Thanks Chris! I was just looking to get back to Spark + Kinesis
integration. Will be in touch shortly.


On Sun, May 10, 2015 at 12:14 AM, Chris Fregly <> wrote:

> hey vadim-
> sorry for the delay.
> if you're interested in trying to get Kinesis working one-on-one, shoot me
> a direct email and we'll get it going off-list.

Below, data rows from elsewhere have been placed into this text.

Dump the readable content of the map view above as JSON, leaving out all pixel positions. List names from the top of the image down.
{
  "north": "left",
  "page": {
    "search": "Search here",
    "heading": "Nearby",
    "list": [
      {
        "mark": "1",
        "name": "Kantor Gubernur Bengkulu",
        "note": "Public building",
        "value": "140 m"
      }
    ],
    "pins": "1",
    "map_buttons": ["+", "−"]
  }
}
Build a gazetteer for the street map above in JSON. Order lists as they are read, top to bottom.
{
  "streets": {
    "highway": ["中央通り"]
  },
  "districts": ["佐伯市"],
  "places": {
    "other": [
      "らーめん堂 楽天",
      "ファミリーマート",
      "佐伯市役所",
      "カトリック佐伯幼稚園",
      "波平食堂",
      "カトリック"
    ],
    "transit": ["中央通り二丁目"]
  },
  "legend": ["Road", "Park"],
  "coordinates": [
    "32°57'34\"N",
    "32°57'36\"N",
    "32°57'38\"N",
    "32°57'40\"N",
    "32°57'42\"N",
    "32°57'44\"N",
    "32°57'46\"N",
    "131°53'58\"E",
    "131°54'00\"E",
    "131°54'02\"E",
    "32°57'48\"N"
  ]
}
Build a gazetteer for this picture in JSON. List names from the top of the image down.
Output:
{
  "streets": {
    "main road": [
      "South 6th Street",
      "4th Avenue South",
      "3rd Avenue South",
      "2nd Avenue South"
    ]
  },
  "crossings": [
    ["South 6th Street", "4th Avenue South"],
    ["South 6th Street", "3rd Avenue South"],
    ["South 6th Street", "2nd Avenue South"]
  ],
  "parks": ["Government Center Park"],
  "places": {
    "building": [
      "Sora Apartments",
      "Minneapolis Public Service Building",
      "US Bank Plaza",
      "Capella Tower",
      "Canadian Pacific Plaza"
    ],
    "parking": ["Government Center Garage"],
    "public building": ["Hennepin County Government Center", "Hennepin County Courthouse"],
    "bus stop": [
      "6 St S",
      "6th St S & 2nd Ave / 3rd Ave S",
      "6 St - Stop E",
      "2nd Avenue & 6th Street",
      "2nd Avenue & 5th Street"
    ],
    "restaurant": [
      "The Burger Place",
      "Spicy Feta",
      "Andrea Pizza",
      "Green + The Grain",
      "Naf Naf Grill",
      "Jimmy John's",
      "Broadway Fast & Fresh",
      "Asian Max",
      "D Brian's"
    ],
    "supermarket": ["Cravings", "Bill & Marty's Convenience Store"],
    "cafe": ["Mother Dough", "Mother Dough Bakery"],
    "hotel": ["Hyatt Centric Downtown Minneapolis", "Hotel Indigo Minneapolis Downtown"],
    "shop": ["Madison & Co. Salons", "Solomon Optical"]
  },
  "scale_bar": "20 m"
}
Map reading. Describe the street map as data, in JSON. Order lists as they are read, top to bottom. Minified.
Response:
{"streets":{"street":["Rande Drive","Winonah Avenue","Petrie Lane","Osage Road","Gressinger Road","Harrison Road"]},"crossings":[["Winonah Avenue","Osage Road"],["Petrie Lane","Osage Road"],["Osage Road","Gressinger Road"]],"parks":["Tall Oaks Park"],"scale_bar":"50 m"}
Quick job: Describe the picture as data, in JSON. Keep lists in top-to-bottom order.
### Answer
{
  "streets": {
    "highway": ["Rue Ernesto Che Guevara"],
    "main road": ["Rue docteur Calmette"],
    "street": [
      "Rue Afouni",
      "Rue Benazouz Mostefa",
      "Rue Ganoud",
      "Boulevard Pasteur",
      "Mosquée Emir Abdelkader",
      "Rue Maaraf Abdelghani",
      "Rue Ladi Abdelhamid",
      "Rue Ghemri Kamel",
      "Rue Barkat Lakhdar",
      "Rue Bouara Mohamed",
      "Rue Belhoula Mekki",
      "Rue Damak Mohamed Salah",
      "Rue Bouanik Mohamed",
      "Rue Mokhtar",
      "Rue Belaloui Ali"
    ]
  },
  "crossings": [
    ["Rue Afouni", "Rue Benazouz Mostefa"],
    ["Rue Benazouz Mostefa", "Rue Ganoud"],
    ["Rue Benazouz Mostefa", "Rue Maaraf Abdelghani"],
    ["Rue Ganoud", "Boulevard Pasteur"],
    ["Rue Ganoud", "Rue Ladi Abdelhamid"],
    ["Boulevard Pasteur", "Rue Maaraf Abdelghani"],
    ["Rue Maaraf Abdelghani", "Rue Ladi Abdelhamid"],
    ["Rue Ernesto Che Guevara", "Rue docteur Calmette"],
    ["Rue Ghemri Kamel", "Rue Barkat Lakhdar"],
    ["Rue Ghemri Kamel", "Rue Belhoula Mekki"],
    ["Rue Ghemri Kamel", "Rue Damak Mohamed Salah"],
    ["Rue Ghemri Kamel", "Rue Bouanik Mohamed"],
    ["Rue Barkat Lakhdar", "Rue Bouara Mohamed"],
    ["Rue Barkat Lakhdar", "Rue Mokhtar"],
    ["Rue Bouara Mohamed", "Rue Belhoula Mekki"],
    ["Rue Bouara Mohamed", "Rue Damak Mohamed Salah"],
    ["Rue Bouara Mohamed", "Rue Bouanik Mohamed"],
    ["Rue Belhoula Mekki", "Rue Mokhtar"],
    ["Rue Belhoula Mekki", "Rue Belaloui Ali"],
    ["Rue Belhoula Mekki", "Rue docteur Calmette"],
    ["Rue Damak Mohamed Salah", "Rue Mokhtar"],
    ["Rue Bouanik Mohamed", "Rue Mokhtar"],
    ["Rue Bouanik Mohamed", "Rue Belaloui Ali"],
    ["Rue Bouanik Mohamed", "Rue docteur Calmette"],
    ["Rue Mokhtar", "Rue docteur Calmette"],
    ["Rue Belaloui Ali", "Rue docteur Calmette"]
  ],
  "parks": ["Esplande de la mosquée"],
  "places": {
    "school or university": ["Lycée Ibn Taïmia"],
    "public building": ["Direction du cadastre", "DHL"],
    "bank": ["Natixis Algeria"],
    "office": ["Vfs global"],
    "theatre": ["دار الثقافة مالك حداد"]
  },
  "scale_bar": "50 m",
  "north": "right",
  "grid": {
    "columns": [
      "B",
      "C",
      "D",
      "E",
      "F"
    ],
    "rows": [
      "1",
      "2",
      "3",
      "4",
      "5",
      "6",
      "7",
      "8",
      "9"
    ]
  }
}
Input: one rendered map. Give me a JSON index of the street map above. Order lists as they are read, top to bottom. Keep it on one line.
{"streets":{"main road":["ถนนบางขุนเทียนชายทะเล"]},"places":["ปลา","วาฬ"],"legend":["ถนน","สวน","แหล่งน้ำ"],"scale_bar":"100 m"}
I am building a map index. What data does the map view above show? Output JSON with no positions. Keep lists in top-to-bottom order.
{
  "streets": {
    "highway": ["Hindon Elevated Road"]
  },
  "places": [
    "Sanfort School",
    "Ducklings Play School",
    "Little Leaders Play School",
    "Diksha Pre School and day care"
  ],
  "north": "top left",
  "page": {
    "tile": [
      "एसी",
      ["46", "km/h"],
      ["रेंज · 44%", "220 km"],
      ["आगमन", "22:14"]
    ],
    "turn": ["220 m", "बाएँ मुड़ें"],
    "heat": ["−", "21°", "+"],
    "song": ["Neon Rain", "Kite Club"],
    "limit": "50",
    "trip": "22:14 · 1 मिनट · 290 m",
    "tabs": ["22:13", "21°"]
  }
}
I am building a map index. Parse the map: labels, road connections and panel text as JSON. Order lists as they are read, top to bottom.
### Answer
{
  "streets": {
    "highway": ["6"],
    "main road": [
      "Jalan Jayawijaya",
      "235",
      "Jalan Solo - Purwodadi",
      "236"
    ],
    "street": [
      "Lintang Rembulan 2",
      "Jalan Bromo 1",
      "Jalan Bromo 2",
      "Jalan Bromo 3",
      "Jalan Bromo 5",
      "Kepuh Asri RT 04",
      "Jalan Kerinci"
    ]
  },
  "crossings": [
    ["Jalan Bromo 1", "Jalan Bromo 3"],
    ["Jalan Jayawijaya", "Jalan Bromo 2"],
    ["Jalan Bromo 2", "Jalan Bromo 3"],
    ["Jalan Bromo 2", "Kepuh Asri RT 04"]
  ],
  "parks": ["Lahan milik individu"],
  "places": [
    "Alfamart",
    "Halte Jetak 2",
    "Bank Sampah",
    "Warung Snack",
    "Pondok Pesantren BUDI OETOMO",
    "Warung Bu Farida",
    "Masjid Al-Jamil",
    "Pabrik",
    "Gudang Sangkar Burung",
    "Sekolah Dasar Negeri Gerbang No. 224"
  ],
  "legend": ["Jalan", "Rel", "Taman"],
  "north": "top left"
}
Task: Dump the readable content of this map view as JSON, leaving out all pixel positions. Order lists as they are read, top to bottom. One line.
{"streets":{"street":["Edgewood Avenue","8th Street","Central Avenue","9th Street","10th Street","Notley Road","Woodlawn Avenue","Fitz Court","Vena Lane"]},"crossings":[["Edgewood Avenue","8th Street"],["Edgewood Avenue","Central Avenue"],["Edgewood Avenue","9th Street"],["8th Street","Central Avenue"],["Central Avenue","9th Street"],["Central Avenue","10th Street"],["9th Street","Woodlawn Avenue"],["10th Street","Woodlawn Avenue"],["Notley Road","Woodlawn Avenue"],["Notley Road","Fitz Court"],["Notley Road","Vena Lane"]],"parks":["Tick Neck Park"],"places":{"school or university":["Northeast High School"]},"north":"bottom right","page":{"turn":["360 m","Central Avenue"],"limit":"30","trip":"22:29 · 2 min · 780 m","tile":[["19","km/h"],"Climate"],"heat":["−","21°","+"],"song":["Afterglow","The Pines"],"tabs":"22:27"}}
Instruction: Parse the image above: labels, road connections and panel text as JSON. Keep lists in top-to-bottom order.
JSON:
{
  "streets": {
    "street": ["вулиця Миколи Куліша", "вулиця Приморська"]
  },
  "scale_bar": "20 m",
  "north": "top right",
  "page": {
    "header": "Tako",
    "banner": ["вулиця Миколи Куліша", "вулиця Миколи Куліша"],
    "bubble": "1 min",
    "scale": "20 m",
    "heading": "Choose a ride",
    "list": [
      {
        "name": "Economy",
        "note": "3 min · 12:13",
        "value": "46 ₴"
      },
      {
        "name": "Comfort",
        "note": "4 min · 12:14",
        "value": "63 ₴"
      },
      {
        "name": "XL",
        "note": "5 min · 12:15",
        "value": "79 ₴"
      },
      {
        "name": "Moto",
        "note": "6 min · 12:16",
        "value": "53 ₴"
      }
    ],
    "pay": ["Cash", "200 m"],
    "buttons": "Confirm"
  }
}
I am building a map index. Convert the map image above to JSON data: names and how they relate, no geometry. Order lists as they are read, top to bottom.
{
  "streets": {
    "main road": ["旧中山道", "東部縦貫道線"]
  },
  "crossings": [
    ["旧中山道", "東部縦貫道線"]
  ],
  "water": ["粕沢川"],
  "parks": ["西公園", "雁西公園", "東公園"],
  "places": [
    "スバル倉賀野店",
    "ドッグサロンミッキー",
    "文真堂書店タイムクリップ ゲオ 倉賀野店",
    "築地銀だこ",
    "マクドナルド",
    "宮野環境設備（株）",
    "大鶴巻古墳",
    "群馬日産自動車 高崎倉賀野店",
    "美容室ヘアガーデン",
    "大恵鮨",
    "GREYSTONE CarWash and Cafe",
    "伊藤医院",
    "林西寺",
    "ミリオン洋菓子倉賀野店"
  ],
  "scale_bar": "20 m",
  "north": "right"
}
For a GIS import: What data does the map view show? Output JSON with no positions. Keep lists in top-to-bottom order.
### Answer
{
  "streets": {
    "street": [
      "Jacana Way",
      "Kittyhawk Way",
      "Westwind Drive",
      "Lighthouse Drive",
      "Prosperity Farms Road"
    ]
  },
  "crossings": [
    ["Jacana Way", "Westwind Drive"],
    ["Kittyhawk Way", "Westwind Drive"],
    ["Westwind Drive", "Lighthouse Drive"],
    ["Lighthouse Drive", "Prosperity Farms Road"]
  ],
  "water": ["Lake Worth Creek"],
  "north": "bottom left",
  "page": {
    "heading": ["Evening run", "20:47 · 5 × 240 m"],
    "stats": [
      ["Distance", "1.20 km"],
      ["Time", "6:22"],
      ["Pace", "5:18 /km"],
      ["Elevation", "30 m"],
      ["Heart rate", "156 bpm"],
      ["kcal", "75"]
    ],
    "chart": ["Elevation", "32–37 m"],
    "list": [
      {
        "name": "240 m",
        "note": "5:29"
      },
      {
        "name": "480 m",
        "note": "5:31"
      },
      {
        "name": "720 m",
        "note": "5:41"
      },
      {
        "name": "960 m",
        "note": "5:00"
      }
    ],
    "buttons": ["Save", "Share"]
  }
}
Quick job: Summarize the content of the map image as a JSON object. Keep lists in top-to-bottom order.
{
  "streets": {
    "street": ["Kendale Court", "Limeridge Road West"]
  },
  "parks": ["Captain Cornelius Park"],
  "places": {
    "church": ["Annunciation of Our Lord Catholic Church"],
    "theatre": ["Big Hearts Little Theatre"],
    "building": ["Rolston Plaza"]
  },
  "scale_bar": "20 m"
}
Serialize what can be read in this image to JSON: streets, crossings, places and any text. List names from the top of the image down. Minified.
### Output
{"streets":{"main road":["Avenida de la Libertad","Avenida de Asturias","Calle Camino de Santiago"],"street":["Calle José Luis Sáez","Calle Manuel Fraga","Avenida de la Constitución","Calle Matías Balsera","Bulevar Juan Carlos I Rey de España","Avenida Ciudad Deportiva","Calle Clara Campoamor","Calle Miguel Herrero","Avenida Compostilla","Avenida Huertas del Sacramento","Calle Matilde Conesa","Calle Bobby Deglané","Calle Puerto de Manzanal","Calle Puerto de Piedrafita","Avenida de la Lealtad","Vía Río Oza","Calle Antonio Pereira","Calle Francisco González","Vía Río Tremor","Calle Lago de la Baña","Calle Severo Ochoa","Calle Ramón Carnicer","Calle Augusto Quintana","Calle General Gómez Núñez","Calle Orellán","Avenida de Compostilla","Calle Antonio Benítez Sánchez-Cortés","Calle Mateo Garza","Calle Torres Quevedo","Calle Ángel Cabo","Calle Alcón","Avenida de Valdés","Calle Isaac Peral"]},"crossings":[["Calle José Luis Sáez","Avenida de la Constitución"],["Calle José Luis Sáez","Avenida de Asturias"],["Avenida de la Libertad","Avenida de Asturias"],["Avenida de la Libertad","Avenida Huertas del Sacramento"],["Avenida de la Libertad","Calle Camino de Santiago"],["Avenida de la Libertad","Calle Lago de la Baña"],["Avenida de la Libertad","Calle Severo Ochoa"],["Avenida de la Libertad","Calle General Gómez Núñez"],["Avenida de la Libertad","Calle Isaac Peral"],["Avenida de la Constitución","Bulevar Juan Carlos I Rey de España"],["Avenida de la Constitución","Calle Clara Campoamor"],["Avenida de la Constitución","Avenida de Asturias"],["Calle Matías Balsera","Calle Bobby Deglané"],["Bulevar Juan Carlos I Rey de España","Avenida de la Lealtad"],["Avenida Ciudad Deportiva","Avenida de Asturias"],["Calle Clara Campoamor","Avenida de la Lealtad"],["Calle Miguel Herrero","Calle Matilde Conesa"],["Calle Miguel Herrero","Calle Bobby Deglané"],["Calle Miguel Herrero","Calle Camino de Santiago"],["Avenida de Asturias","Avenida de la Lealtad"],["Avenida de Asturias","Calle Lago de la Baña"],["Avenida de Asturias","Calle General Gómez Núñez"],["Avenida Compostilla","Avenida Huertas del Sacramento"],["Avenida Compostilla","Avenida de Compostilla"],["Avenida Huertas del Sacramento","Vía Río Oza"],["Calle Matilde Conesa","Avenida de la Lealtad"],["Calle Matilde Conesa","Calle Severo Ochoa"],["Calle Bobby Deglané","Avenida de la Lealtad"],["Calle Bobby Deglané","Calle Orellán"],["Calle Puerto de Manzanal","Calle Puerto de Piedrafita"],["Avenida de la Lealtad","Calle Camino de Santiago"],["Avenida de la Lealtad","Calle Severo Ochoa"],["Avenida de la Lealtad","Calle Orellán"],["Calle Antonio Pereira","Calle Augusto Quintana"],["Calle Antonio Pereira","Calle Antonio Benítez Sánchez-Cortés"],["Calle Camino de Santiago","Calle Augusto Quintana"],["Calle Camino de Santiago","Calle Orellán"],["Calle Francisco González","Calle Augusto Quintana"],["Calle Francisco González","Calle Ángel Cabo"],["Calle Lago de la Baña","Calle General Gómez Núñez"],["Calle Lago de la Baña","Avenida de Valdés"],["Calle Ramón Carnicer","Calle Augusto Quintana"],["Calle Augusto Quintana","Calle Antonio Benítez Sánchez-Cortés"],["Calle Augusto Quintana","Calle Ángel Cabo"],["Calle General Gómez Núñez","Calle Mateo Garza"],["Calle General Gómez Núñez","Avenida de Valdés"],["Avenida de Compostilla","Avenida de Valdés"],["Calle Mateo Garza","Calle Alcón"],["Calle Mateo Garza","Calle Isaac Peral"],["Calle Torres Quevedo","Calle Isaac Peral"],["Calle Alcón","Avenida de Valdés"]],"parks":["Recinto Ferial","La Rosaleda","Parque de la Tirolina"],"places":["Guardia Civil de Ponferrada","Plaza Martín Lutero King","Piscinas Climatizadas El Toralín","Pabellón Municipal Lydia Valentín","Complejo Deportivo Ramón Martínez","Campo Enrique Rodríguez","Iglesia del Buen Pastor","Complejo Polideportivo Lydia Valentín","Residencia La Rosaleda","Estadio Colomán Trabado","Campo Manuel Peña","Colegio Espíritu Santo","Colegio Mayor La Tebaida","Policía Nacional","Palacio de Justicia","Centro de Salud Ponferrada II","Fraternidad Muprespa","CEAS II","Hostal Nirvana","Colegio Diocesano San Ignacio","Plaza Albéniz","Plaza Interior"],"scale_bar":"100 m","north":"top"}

> we can circle back and summarize our findings here.
> lots of people are using Spark Streaming+Kinesis successfully.
> would love to help you through this - albeit a month later!  the goal is
> to have this working out of the box, so i'd like to implement anything i
> can do to make that happen.
> lemme know.
> btw, Spark 1.4 will have some improvements to the Kinesis Spark Streaming.
> TD and I have been working together on this.
> thanks!
> -chris
> On Tue, Apr 7, 2015 at 6:17 PM, Vadim Bichutskiy <
>> wrote:
>> Hey y'all,
>> While I haven't been able to get Spark + Kinesis integration working, I
>> pivoted to plan B: I now push data to S3 where I set up a DStream to
>> monitor an S3 bucket with textFileStream, and that works great.
>> I <3 Spark!
>> Best,
>> Vadim
>> ᐧ
>> On Mon, Apr 6, 2015 at 12:23 PM, Vadim Bichutskiy <
>>> wrote:
>>> Hi all,
>>> I am wondering, has anyone on this list been able to successfully
>>> implement Spark on top of Kinesis?
>>> Best,
>>> Vadim
>>> On Sun, Apr 5, 2015 at 1:50 PM, Vadim Bichutskiy <
>>>> wrote:
>>>> Hi all,
>>>> Below is the output that I am getting. My Kinesis stream has 1 shard,
>>>> and my Spark cluster on EC2 has 2 slaves (I think that's fine?).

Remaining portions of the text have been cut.